AWS Application load balancer : time out on health check

Question

I've built a website in Django that I'd like to promote using AWS Elastic Load Balancer (Application Load Balancer) coupled with an Auto Scaling Group.

For context: I'm using a VPC containing 2 public subnets linked to an internet gateway. I have an RDS database in a private subnet.

My site is developed and functional within an EC2 instance. I've configured Gunicorn to start automatically by creating a gunicorn.service file dont le contenu est le suivant :

[Unit]
Description=gunicorn daemon
After=network.target

[Service]
User=ec2-user
Group=ec2-user
WorkingDirectory=/home/ec2-user/datasource/src
Environment="SECRET_NAME_1=my_first_secret"
Environment="SECRET_NAME_2=my_second_secret"
Environment="SECRET_REGION_NAME=my_region"
ExecStart=/usr/local/bin/gunicorn --access-logfile - --workers 2 --bind 0.0.0.0:8000 datasource.wsgi:application --chdir /home/ec2-user/datasource/src

[Install]
WantedBy=multi-user.target

Since the Amazon EC2 instances are on CentOS, for the Nginx configuration I had to create a sites-availables and sites-enabled folders in /etc/nginx/ and put the following configuration in it:

server {
    listen 80;
    server_name datasource.fr www.datasource.fr;

    location / {
        proxy_pass http://127.0.0.1:8000;
        proxy_set_header Host $host;
        proxy_set_header X-Real-IP $remote_addr;
        proxy_set_header X-Forwarded-For $proxy_add_x_forwarded_for;
        proxy_set_header X-Forwarded-Proto $scheme;
    }
}

I hadded in nginx.conf the following statement

include /etc/nginx/sites-enabled/*;

Then I runned these commands :

sudo ln -s /etc/nginx/sites-available/datasource.fr /etc/nginx/sites-enabled/
sudo nginx -t

nginx: the configuration file /etc/nginx/nginx.conf syntax is ok
nginx: configuration file /etc/nginx/nginx.conf test is successful

sudo systemctl daemon-reload
sudo systemctl restart gunicorn
sudo systemctl restart nginx

OK, I test directly on my EC2 instance by entering http://ipadress/ and it works: the site is fully accessible.

I therefore transform my instance into an AMI image and place it as an auto-scaling-group in a launch template.

Set up my auto-scaling group and my applicaiton load balancer, with the right security groups:

Application load balancer:

Inbound rules :

• Source 0.0.0.0/0 Port 80
• Source 0.0.0.0/0 Port 443

Outbound rules:

• Destination: auto-scaling-security-group, Port 80
• Destination: auto-scaling-security-group, Port 443
• Destination: auto-scaling-security-group, Port 8000

Auto Scaling Group :

Inbound rules :

• Source: elastic-load-balancer-security-group, Port 80
• Source: elastic-load-balancer-security-group, Port 443
• Sourcve: : elastic-load-balancer-security-group, Port 8000

Outbound rules :

• Destination: all traffic

Aaaaaaand nope. It doesn't work: the health-checks time out without me knowing why.
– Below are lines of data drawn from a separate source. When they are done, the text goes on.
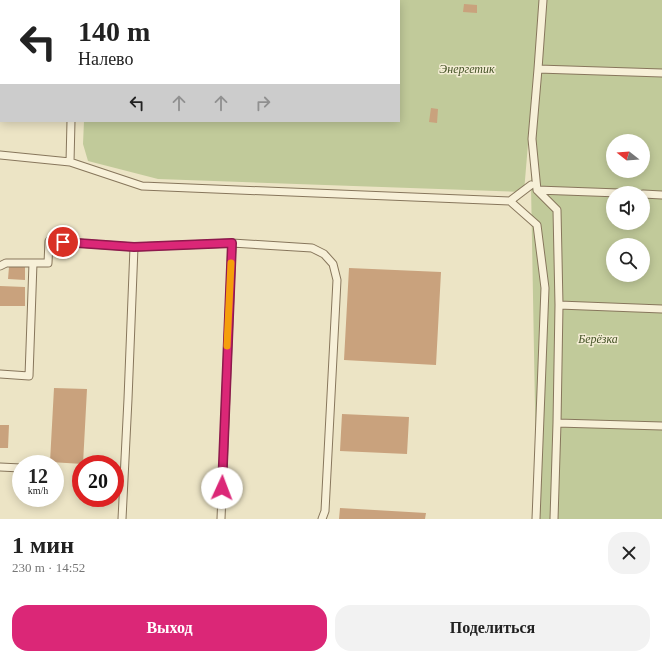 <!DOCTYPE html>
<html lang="ru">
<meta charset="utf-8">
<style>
body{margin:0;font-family:"Times New Roman",serif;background:#f2f2f2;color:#222;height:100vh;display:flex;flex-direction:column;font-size:15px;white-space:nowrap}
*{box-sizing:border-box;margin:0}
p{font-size:13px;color:#767676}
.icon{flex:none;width:22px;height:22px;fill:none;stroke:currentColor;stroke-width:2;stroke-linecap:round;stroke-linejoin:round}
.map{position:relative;height:519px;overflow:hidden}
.side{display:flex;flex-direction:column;background:#fff;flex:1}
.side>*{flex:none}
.banner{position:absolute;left:0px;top:0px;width:400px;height:122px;box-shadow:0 2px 10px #0003;background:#fff;color:#222;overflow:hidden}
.needle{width:26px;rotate:287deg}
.fabs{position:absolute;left:606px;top:134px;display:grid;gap:8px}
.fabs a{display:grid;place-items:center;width:44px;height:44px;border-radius:50%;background:#fff;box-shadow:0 2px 10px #0003;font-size:20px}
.speed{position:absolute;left:12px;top:455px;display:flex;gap:8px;font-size:20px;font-weight:700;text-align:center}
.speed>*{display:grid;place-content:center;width:52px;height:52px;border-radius:50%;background:#fff;box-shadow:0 2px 10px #0003;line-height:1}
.speed small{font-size:10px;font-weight:400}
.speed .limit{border:6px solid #d22;background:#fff;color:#111}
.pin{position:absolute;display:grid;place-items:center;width:34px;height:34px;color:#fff;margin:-17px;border:2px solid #fff;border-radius:50%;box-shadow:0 1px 4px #0007}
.me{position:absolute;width:44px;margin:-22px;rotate:2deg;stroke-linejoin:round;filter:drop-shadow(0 0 3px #0008)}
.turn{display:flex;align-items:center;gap:14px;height:84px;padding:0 12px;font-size:18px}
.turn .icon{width:52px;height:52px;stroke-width:2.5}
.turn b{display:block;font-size:28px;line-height:34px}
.lanes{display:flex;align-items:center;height:38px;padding:0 12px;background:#0003;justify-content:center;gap:20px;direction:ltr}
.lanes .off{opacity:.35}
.round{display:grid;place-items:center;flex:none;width:42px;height:42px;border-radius:16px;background:#f2f2f2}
.head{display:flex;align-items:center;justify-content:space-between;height:68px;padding:0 12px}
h1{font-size:24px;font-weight:700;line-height:30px}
.button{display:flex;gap:8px;margin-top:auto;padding:8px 12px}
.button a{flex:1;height:46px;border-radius:16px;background:#db2777;color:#fff;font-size:16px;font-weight:700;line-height:46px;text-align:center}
.button a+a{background:#f2f2f2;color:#222}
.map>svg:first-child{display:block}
.green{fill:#c1ca9a;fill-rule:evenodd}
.building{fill:#c9a27d}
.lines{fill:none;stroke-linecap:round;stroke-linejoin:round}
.service-casing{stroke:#87765c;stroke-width:9}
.service{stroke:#f7f0d8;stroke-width:7}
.route-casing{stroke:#8e194d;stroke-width:10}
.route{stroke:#db2777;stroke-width:7}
.slow{stroke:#f59e0b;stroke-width:7}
.labels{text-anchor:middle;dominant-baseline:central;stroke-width:3;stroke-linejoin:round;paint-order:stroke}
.park-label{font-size:12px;font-style:italic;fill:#455327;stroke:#f4edd5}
</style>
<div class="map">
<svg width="662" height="519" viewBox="0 0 662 519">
<rect width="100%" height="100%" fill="#ece4c5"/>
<!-- green -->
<path class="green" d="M86 0H540L524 192 158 179 88 161 83 144 84 121H399V1H86Z
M543 0H662V519H537L531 185ZM613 141H643V171H613ZM613 193H643V223H613ZM613 245H643V275H613Z"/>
<!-- building -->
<path class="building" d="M464 4 477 5V13L463 12Z
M431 108 438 109 437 123 429 122Z
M9 267H25V280L8 279Z
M349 268 441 272 436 365 344 360Z
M0 286 25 287V306H0Z
M54 388 87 389 83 464 50 462Z
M342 414 409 417 407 454 340 451Z
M0 425H9L8 448H0Z
M340 508 426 513 425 519H339Z"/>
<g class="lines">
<!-- service casing -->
<g class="service-casing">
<path id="service" d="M543 0 538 69 532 139 537 190 557 210 559 305 557 423 554 519
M73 1V0
M538 69 662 73
M0 155 70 162 142 186 510 201 531 185
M70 162 71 121
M537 190 619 193
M643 194 662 195
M510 201 537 225 545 288 536 519
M134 247 232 243 312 248 324 254 333 264 337 280 325 511 322 519
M0 266 6 263H48L49 241 134 247 128 399 122 519
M559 305 662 309
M0 374 29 376 33 263
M557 423 662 426
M0 467 21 468
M221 519 232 243"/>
</g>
<!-- service -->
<use href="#service" class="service"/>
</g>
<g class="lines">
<!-- route casing -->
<g class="route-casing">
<path id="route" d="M63 242 134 247 232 243 222 488"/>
</g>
<!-- route -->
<use href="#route" class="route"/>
<!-- slow -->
<path class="slow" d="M227 346 231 263"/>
</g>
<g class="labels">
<!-- park labels -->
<g class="park-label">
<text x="467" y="69">Энергетик</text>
<text x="598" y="339">Берёзка</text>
</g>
</g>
</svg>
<div class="fabs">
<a><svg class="needle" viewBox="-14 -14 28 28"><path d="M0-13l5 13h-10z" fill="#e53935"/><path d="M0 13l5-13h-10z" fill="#767676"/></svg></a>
<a><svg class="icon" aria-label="sound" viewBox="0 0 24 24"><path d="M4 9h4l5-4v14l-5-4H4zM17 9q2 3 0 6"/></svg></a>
<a><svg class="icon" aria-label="search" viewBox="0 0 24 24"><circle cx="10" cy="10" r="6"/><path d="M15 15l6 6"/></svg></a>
</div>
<div class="speed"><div>12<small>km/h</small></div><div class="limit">20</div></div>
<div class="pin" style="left:63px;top:242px;background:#d93025"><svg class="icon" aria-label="arrive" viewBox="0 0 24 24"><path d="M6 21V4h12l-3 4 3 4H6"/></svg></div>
<svg class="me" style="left:222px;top:488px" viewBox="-20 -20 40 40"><circle r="19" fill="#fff"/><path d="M0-13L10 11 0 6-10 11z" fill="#db2777"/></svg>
<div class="banner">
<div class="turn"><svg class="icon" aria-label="left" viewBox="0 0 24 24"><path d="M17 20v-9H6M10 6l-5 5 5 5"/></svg><div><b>140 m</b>Налево</div></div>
<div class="lanes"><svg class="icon" aria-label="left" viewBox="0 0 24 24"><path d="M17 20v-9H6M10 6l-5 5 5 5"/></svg><svg class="icon off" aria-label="ahead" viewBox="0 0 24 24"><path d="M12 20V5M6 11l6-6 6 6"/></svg><svg class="icon off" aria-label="ahead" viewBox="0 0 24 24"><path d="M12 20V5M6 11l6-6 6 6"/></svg><svg class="icon off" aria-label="right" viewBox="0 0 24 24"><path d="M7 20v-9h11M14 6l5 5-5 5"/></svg></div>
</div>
</div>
<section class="side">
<div class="head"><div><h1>1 мин</h1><p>230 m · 14:52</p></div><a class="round"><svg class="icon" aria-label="close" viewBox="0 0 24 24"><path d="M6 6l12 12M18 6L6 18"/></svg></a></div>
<div class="button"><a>Выход</a><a>Поделиться</a></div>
</section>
So I try to create an instance from the AMI image -> I can access it immediately via the IP address

I've followed the recommendation not to set public IP addresses as default for auto scaling group instances, so I try to create another auto scaling group with public IP addresses as default. Funny thing: I can access it immediately via the IP address, but the health check time out is still there.

I've changed the security groups by changing the origins and destinations to "all traffic" on the ports concerned, turning my instances into real sieves, I can still access them if I assign a public IP address, health check time out.

I'm completely out of ideas. The videos I see on the internet set up an auto scaling group with disconcerting simplicity, without even configuring a Nginx or Gunicorn server.

If you have any ideas, I'd love to hear from you.